Stored data entries:
· · · · ·
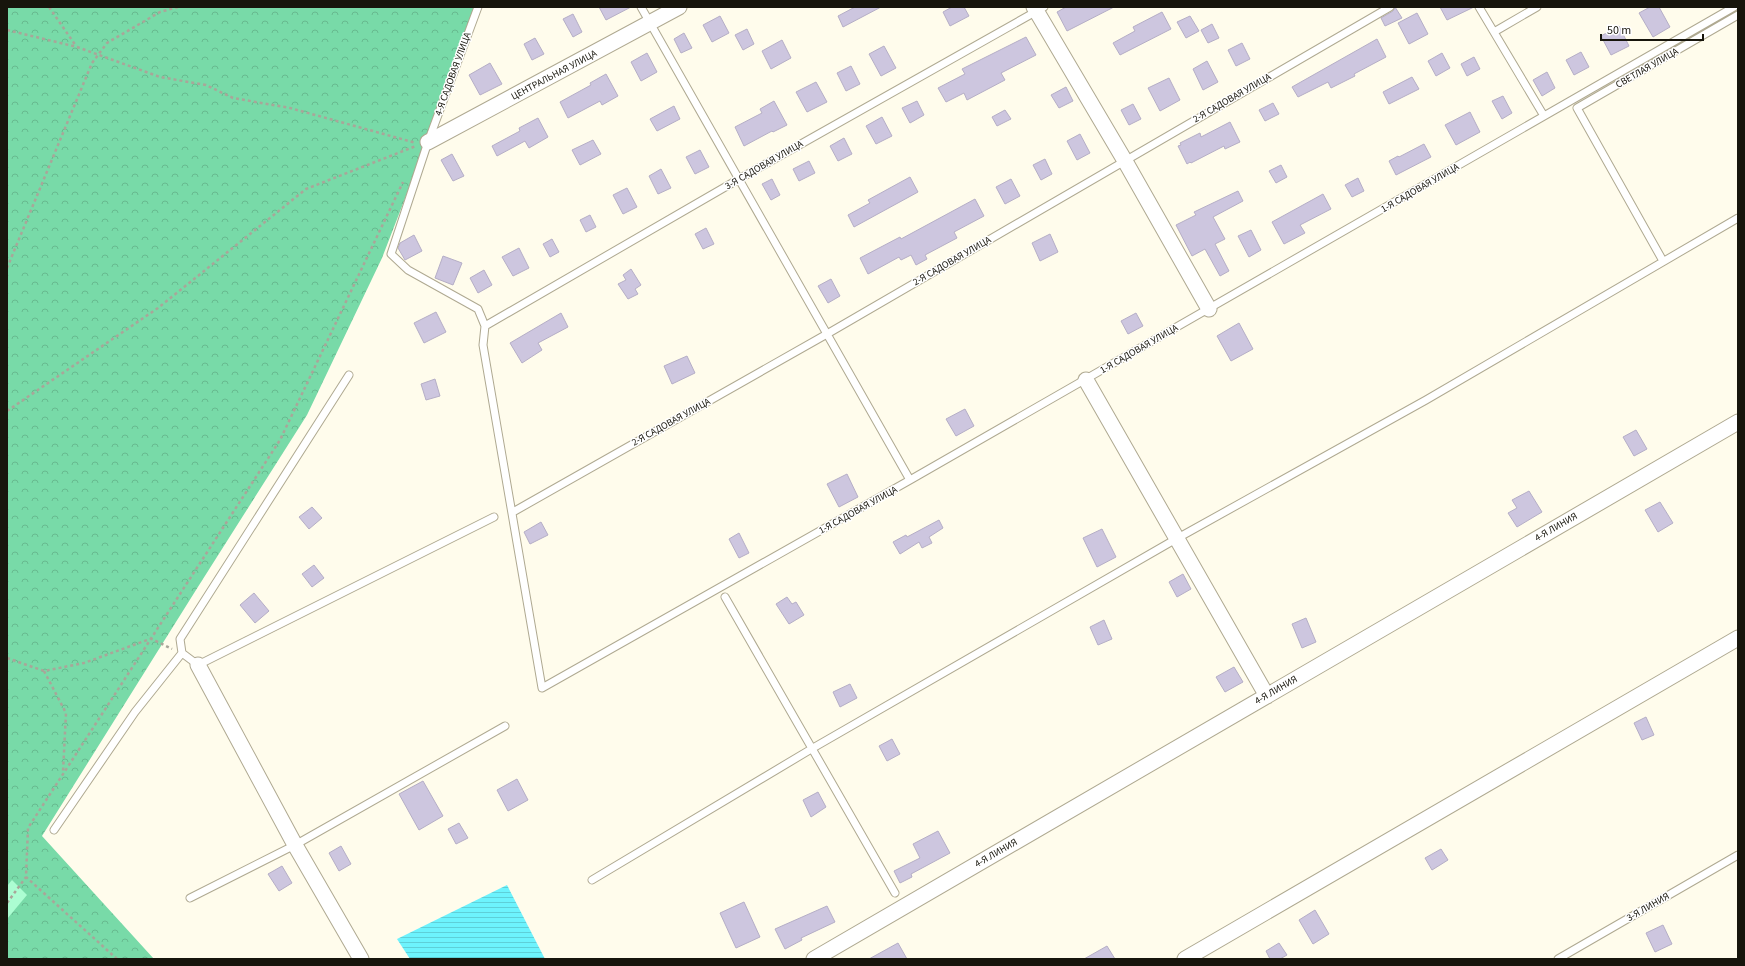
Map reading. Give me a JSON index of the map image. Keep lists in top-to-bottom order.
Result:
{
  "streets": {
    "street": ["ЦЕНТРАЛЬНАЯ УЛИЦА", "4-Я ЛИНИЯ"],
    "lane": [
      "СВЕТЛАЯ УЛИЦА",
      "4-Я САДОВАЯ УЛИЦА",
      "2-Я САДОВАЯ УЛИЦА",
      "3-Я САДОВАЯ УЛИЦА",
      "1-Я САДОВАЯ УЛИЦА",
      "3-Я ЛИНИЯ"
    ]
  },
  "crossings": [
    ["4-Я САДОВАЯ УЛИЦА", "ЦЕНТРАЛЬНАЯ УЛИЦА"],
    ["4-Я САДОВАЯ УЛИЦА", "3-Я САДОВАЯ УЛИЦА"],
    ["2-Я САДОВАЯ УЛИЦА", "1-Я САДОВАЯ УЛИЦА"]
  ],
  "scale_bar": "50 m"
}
· · · · ·
GOAL OF THE EXERCISE: Could you write out the records again exactly, without any of their pictures?

RESPONSE BELOW:
Map reading. Give me a JSON index of the map image. Keep lists in top-to-bottom order.
Result:
{
  "streets": {
    "street": ["ЦЕНТРАЛЬНАЯ УЛИЦА", "4-Я ЛИНИЯ"],
    "lane": [
      "СВЕТЛАЯ УЛИЦА",
      "4-Я САДОВАЯ УЛИЦА",
      "2-Я САДОВАЯ УЛИЦА",
      "3-Я САДОВАЯ УЛИЦА",
      "1-Я САДОВАЯ УЛИЦА",
      "3-Я ЛИНИЯ"
    ]
  },
  "crossings": [
    ["4-Я САДОВАЯ УЛИЦА", "ЦЕНТРАЛЬНАЯ УЛИЦА"],
    ["4-Я САДОВАЯ УЛИЦА", "3-Я САДОВАЯ УЛИЦА"],
    ["2-Я САДОВАЯ УЛИЦА", "1-Я САДОВАЯ УЛИЦА"]
  ],
  "scale_bar": "50 m"
}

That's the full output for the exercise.